= Telehomecare =

Telehomecare (THC) is a subfield within telehealth. It involves the delivery of healthcare services to patients at home through the use of telecommunications technologies, which enable the interaction of voice, video, and health-related data. The management of care is done from an external site by a healthcare professional.

Though often used interchangeably with remote patient monitoring, telehomecare encompasses more than just monitoring, as it includes education, emotional and social support, information dissemination, and self-care guidance. THC has been employed to improve the management of chronic health conditions such as heart disease, COPD, and diabetes, potentially reducing the number of visits to primary healthcare services. The aging population's increasing demand for home care emphasizes the need for accessible healthcare services, which THC can address. Furthermore, THC facilitates connections between hospitals and primary care providers, improving patients' access to services and potentially reducing healthcare costs.

THC technology caters to various patient needs, ranging from minimal to sophisticated monitoring. A typical system comprises a central unit connected to one or more peripheral devices, such as blood pressure monitors, weight scales, glucometers, pulse oximeters, peak flow meters, or stethoscopes. Patients input their vital signs and health information into the THC unit either manually or via the peripherals. This data is transmitted through telephone lines to a secure server at the manufacturer's data center before being uploaded to a secure web-based application. Healthcare professionals can then access and review the patient's information from any location with internet connectivity.

==Applications==
Based on research conducted in the United States by the Capital Area Consortium on Aging and Disability, the bandwidth of 128 kbs was useful in a wide range of medical and nursing applications of THC. This includes:

- Patient interviews, histories, review of systems, activities of daily living;
- Follow-up assessment for functional mental status;
- Interventions not requiring physical presence;
- Supervision of physician assistants and nurse practitioners;
- Consultation with nursing colleagues and auxiliary services (physical therapy and occupational therapy);
- Medical consultations;
- Medication compliance;
- Patient education;
- Facilitation of case management;
- Triage in lieu of transport to emergency room or office; and
- Monitoring of vital signs, oximetry, electrocardiogram (ECG).

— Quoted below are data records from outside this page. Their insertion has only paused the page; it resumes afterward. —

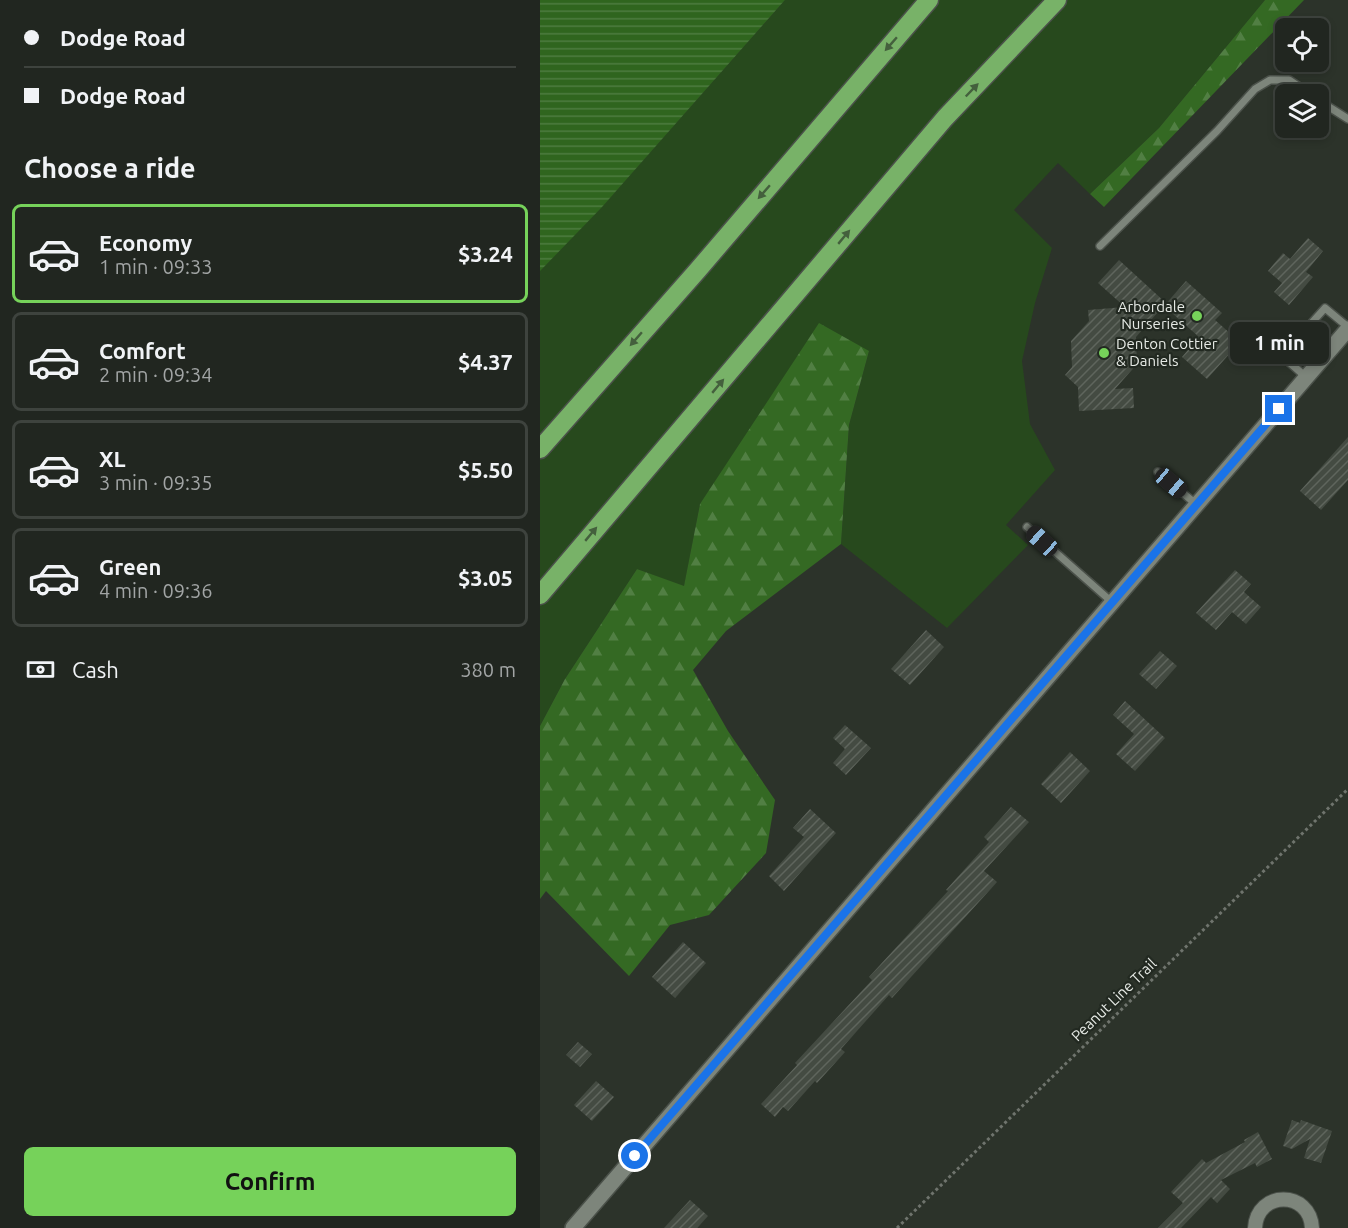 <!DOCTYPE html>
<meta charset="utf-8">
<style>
:root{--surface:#212620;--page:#2d322d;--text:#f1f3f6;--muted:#a2a5a5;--line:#3e433e;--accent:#76d25a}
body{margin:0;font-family:Ubuntu,sans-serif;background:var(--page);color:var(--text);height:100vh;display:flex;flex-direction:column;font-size:22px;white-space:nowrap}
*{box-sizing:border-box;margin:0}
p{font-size:20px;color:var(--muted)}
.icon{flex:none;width:33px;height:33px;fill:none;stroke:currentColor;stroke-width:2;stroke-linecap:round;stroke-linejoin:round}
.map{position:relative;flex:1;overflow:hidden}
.panel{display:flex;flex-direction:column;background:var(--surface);width:540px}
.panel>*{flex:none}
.hud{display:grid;align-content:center;height:132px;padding:0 24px;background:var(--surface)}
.controls{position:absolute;left:735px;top:18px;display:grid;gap:12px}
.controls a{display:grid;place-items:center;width:54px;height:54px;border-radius:9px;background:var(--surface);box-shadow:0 3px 9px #0003,0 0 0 2px var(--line);font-size:30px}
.end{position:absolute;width:27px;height:27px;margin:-14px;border:8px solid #1a73e8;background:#fff;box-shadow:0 0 0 3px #fff}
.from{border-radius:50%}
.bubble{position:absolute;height:42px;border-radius:9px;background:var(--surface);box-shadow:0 3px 9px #0003,0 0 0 2px var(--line);font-size:20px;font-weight:600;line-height:42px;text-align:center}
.car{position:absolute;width:18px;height:36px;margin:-18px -9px;border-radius:8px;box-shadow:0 0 4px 2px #0007;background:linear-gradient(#222 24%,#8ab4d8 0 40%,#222 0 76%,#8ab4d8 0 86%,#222 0)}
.hud b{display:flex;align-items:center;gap:21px;height:57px;font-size:22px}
.hud b+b{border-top:2px solid var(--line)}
.hud i{width:15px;height:15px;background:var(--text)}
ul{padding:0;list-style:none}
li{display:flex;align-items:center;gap:18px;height:99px;margin:0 12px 9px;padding:0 12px;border:3px solid var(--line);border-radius:9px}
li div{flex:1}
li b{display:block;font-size:22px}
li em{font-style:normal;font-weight:600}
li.on{border-color:var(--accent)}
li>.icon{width:54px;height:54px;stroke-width:1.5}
h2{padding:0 24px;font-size:27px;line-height:72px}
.pay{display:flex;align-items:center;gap:15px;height:66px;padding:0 24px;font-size:22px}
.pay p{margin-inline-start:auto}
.button{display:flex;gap:12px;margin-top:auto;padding:12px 24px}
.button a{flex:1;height:69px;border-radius:9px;background:var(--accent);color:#111;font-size:24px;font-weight:600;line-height:69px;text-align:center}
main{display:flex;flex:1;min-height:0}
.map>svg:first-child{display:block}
</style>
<main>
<section class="panel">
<div class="hud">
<b><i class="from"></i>Dodge Road</b>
<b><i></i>Dodge Road</b>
</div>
<h2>Choose a ride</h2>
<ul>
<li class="on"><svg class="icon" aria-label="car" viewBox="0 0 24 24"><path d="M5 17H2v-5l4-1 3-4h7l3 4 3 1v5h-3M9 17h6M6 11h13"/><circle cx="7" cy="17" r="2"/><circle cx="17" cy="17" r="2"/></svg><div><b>Economy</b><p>1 min · 09:33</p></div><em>$3.24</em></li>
<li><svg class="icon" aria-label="car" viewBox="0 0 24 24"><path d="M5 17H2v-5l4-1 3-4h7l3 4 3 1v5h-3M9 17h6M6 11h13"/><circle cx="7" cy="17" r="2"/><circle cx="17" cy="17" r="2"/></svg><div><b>Comfort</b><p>2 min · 09:34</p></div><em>$4.37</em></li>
<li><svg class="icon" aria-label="car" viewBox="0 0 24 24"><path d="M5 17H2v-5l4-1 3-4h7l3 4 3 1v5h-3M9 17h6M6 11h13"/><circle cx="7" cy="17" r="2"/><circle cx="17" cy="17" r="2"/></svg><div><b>XL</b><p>3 min · 09:35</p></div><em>$5.50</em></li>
<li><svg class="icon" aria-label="car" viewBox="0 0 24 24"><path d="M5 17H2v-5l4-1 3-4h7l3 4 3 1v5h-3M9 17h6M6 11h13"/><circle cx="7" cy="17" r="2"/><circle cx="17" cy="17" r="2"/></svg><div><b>Green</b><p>4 min · 09:36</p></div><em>$3.05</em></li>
</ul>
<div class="pay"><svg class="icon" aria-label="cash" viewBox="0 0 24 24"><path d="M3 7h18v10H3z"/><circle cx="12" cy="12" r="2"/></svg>Cash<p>380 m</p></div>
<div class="button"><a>Confirm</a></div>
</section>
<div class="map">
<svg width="808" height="1228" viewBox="0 0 808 1228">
<defs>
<pattern id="forest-firs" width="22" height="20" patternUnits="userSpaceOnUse" patternTransform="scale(1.5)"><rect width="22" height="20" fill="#346923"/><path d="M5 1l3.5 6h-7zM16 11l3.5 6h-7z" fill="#517f43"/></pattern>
<pattern id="water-rules" width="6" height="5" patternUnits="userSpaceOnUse" patternTransform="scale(1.5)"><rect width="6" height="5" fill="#2f651e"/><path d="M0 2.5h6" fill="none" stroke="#4d7b3f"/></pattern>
<pattern id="building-hatch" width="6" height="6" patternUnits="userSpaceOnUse" patternTransform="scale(1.5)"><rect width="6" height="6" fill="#444b42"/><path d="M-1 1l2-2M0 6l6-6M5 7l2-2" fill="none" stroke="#5f655d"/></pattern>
</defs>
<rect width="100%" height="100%" fill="#2c332a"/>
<path fill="#27491d" d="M245,0h480l-106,128 -69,66 -32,-31 -44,47 38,38 -17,55 -13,58 8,63 25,46 -49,55 22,20 -81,83 -106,-84 8,-119 20,-74 -169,153 -16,83 -47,-18 -72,110 -25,47v-456l74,-77z"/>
<g fill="url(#forest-firs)">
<path d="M725,0h39l-200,207 -14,-13 69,-66z"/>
<path d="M279,323l50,28 -20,74 -8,119 -115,87 -33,39 35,61 47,69 -9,53 -57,62 -39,10 -41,51 -83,-85 -6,8v-173l25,-47 72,-110 47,17 16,-82z"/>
</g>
<path fill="url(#water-rules)" d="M0,0h245l-183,207 -62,64z"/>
<g fill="url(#building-hatch)">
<path d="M768,238l15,13 -17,21 7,5 -24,28 -15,-13 8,-9 -14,-12 15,-18 7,6z"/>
<path d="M579,260l47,43 -30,34 1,27 -22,25 18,-1 1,20 -55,3 -1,-24 -13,-12 7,-8 -1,-26 18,-20 -1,-11 37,-3 -27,-24z"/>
<path d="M646,281l36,32 -7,7 25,22 -33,37 -25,-22 17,-20 -35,-31z"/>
<path d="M808,437v43l-27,30 -21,-19z"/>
<path d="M695,570l16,14 -7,8 17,15 -15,17 -14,-12 -16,18 -20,-17z"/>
<path d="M386,630l18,17 -34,38 -19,-16z"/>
<path d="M620,651l17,15 -21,23 -17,-15z"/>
<path d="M585,701l40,37 -30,33 -19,-17 18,-20 -21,-19z"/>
<path d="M305,725l26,23 -25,27 -13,-12 12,-14 -12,-11z"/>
<path d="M530,752l20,19 -29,32 -20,-19z"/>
<path d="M471,807l18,15 -45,49 13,11 -105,116 -3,-3 -48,54 4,3 -28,31 -2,-2 -27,30 -5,-4 -8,10 -14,-13 36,-39 -2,-2 77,-83 -3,-3 79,-86 -2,-1 43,-48 -5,-5z"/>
<path d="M270,809l26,24 -52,58 -15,-15 35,-39 -11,-9z"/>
<path d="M143,942l23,21 -31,35 -23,-21z"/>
<path d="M38,1042l14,12 -12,13 -14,-12z"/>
<path d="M56,1081l18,16 -22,24 -18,-16z"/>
<path d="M752,1120l8,3 1,-3 31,11 -11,32 -17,-5 6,-19 -18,10 -9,-3z"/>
<path d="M718,1132l14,27 -15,8 -2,-4 -34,17 9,9 -13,14 -6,-6 -30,31h-23l25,-25 -12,-11 31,-33 4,4 39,-21 -1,-2z"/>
<path d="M150,1200l18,16 -11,12h-33z"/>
</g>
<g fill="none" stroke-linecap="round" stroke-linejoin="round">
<g stroke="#4b514a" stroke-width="10">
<g id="service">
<path d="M778,100l30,19"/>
<path d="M560,246l117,-115 38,-42 15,-9h19l21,14"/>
<path d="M727,350l15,6 24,21"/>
<path d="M742,356l43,-48 23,19"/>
<path d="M618,472l39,33"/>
<path d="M487,527l86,76"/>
</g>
</g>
<g stroke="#4b514a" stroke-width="16">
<path id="minor" d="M715,1228c2,-38 55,-38 57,0"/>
</g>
<g stroke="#4b514a" stroke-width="18">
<path id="tertiary" d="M33,1228l775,-899"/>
</g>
<g stroke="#4b514a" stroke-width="21">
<g id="motorway">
<path d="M0,449l157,-178 232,-271"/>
<path d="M0,595l405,-477 112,-118"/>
</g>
</g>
<path stroke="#6f746d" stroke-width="3" stroke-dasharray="3 3" stroke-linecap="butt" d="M357,1228l451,-439"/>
<use href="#service" stroke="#7d857b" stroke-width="7"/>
<use href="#minor" stroke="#7d857b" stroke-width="14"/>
<use href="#tertiary" stroke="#7d857b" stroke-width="15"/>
<use href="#motorway" stroke="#78b268" stroke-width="18"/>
</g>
<defs><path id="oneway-solid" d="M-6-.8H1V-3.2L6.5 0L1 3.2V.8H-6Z" transform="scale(1.5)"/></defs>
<g fill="#44603d">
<use href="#oneway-solid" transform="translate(351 44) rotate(131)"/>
<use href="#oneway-solid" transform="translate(432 90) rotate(-46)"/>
<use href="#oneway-solid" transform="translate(224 192) rotate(131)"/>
<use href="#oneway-solid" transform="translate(304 237) rotate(-50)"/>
<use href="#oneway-solid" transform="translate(96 339) rotate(131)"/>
<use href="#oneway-solid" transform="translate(178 386) rotate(-50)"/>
<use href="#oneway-solid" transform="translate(51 534) rotate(-50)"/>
</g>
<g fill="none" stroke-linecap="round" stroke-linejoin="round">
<path stroke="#1a73e8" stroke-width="8" d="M95,1156l644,-747"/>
</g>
<g fill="#76d25a" stroke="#222921" stroke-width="2">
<circle cx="657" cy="316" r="6"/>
<circle cx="564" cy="353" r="6"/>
</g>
<g text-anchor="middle" stroke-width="4.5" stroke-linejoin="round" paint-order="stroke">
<g font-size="15" fill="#e6eae5" stroke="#222921" text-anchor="end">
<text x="645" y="312">Arbordale<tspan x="645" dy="17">Nurseries</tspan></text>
<text x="576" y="349" text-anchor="start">Denton Cottier<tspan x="576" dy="17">&amp; Daniels</tspan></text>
</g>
<g font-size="15" fill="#e6eae5" stroke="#222921">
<text transform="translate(574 1000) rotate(-44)" y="5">Peanut Line Trail</text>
</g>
</g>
</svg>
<div class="controls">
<a><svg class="icon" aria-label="locate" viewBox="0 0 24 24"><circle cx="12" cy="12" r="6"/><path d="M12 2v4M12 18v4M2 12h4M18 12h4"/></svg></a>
<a><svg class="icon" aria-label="layers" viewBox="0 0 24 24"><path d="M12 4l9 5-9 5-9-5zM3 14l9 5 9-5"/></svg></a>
</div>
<i class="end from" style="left:95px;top:1156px"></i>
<i class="end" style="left:739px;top:409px"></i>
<div class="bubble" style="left:690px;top:322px;width:99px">1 min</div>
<i class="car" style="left:631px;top:483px;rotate:130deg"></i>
<i class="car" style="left:502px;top:541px;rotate:312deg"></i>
</div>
</main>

One of the applications of THC is providing nursing care using telephones, televisions, computers, and videoconferencing. THC can potentially improve patient outcomes, increase healthcare providers' productivity, and reduce healthcare costs. This application may be referred to as telenursing.

==Cost-effectiveness==
THC has demonstrated a significant impact on hospital admissions and emergency room visits, as well as, walk-in clinic visits. Ontario Telemedicine Network (OTN) conducted a trial program that involved more than 800 patients with one of two chronic diseases - Congestive Heart Failure or COPD. The results were:
- 65% reduction in the number of hospital admissions;
- 72% reduction in the number of Emergency Room visits; and
- 95% reduction in the number of walk-in clinic visits.OTN

THC offers the opportunity to shift the delivery of many healthcare services from hospitals and other healthcare facilities to patients' homes, thus reducing the load on the healthcare system and reserving hospitals for more critical cases. A recent study in The Journal of Telemedicine and Telecare showed that very few studies have evaluated the cost-effectiveness of THC, therefore, more research is needed to assess the value of THC in reducing costs associated with chronic disease management.